C. Pemikiran Al-Ghazali tentang Pendidikan Islam
Untuk mengetahui pemikiran al-Ghazali dalam bidang pendidikan, lebih dahulu
kita harus mengetahui dan memahami pandangan al-Ghazali yang berkenaan ilmu
pengetahuan dengan berbagai aspeknya, antara lain tujuan pendidikan,
kurikulum, metode, pendidik dan murid.
Pendidikan, yang kata itu dilekatkan pada kata islam didefinisikan secara
berbeda-beda oleh orang yang berbeda-beda sesuai dengan pendapatnya
masing-masing. Tetapi semua pendapat itu bertemu dalam satu pandangan,
bahwa pendidikan adalah suatu proses dimana suatu bangsa mempersiapkan
generasi mudanya untuk menjalankan kehidupan dan untuk memenuhi tujuan
hidup secara efektif dan efisien.[21] Selain mewariskan nilai-nilai budaya
dari generasi ke generasi untuk memelihara identitas masyarakat, pendidikan
juga bertugas mengembangkan potensi manusia untuk dirinya sendiri dan
masyarakatnya.[22]
Dalam kitab Ihya’ ‘Ulumuddin, al-Ghazali memulai pandangannya dengan nada
provokatif tentang keutamaan bagi mereka yang memiliki ilmu pengetahuan
dengan mengutip al-Qur’an surat al-Mujadilah ayat 11, yang artinya:
Artinya: “Allah akan meninggikan
orang-orang yang beriman di antaramu dan orang-orang yang diberi ilmu
pengetahuan beberapa derajat”. (QS. Al-Mujadilah:11)[23]

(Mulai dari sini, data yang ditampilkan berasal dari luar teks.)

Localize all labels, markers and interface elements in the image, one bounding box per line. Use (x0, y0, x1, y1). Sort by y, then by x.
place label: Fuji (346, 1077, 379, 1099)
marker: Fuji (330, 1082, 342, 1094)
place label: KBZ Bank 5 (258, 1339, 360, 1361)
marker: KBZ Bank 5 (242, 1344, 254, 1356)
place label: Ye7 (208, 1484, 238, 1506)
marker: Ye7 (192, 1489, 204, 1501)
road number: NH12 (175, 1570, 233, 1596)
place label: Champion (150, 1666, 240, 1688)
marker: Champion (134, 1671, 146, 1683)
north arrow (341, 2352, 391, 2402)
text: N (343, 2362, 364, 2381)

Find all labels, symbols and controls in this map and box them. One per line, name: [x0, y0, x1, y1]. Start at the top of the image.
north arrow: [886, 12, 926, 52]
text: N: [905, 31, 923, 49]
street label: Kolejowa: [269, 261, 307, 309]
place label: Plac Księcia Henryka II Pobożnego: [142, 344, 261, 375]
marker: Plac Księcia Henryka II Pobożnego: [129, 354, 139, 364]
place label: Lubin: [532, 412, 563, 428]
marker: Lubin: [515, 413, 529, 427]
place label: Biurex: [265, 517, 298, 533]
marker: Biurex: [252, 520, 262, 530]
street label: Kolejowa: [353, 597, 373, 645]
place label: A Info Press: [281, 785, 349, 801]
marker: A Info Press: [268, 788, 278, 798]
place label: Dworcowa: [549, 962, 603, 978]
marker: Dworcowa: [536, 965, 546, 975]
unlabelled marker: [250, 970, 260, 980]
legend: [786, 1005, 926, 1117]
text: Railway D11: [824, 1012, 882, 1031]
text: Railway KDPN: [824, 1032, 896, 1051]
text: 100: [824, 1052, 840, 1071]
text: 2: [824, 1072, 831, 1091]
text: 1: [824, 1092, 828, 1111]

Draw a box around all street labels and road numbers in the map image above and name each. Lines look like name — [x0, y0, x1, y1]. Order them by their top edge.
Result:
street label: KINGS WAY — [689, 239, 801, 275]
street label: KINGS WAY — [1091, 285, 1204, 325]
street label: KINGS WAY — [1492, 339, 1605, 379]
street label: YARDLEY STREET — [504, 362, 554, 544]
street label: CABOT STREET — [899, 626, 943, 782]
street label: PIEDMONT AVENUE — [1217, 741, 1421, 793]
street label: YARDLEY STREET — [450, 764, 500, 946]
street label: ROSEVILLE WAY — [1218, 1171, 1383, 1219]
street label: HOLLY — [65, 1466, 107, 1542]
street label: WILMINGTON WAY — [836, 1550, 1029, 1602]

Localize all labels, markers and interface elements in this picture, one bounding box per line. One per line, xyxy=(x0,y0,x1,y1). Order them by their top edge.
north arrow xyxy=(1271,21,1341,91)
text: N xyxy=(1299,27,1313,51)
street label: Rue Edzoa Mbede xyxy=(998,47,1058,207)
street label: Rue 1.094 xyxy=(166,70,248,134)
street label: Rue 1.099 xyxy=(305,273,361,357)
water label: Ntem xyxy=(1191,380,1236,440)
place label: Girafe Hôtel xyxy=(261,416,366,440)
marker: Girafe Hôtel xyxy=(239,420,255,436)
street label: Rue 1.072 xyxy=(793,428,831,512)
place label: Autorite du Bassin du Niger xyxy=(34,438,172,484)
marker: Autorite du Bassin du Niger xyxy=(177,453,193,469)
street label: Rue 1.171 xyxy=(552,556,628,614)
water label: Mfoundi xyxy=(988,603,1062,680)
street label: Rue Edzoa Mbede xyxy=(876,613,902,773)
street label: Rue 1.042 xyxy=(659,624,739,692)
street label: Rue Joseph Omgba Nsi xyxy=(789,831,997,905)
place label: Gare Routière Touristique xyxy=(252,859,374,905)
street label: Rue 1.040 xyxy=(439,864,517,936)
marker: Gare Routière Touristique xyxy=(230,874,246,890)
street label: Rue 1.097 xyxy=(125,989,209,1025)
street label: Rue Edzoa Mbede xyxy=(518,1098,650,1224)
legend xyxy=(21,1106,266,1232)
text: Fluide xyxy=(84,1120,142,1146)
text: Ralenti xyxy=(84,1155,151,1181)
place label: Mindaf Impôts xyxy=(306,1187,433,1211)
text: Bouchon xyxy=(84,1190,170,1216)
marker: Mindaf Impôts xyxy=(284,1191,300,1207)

Provokasi ini kemudian dilanjutkannya dengan hadis Nabi yang bernada majaz
metaforik yang dikemukakan oleh Ibnu Abbas tentang keutamaan ilmuwan atas
orang awam, pernyataan tersebut adalah:
Li al-‘ulama’ darajah fauqo al-mu’minina bisab’i mi’ah darajah ma
bayna al-darajataini masirah khamsah mi’ah ‘am.
Artinya: “Para orang-orang yang berilmu memiliki derajat diatas orang-orang
mukmin sebanyak tujuh ratus derajat, jarak di antara dua derajat tersebut
adalah perjalanan lima ratus tahun”.
Konsep pemikiran al-Ghazali tentang pendidikan lebih cenderung bersifat
empirisme, hal ini disebabkan karena ia sangat menekankan pada pengaruh
pendidikan terhadap anak didik. Menurutnya, pendidikan seorang anak sangat
tergantung kepada orang tua yang mendidiknya. Lebih lanjut, dapat dikatakan
bahwa dalam peranannya, pendidikan sangat menentukan kehidupan suatu bangsa
dan pemikirannya.]
Dengan melihat dan memahami beberapa karyanya yang berkaitan dengan
pendidikan, dapat dikatakan bahwa al-Ghazali adalah penganut asas
kesetaraan dalam dunia pendidikan, ia tidak membedakan kelamin penuntut
ilmu, juga tidak pula dari golongan mana ia berada, selama dia islam maka
hukumnya wajib, tidak terkecuali bagi siapapun. Dapat dikatakan pula, bahwa
ia adalah penganut konsep pendidikan tabula rasa (kertas putih), dimana
pendidikanlah yang bisa mewarnai seorang anak yang bagai kertas putih
tersebut dengan hal-hal yang benar. Hal tersebut tercermin dalam salah satu
kitabnya, Ihya’ ’Ulumuddin yang mengatakan bahwa seorang anak ketika lahir
masih dalam keadaan fitrah (suci).
1. Tujuan Pendidikan
Menurut Nizar,[24] al-Ghazali menjadikan transinternalisasi ilmu dan proses
pendidikan merupakan sarana utama untuk menyiarkan ajaran islam,
memelihara jiwa, dan taqarrub ila Allah. Lebih lanjut dikatakan, bahwa
pendidikan yang baik merupakan jalan untuk mendekatkan diri kepada Allah
dan mendapatkan kebahagiaan dunia akhirat.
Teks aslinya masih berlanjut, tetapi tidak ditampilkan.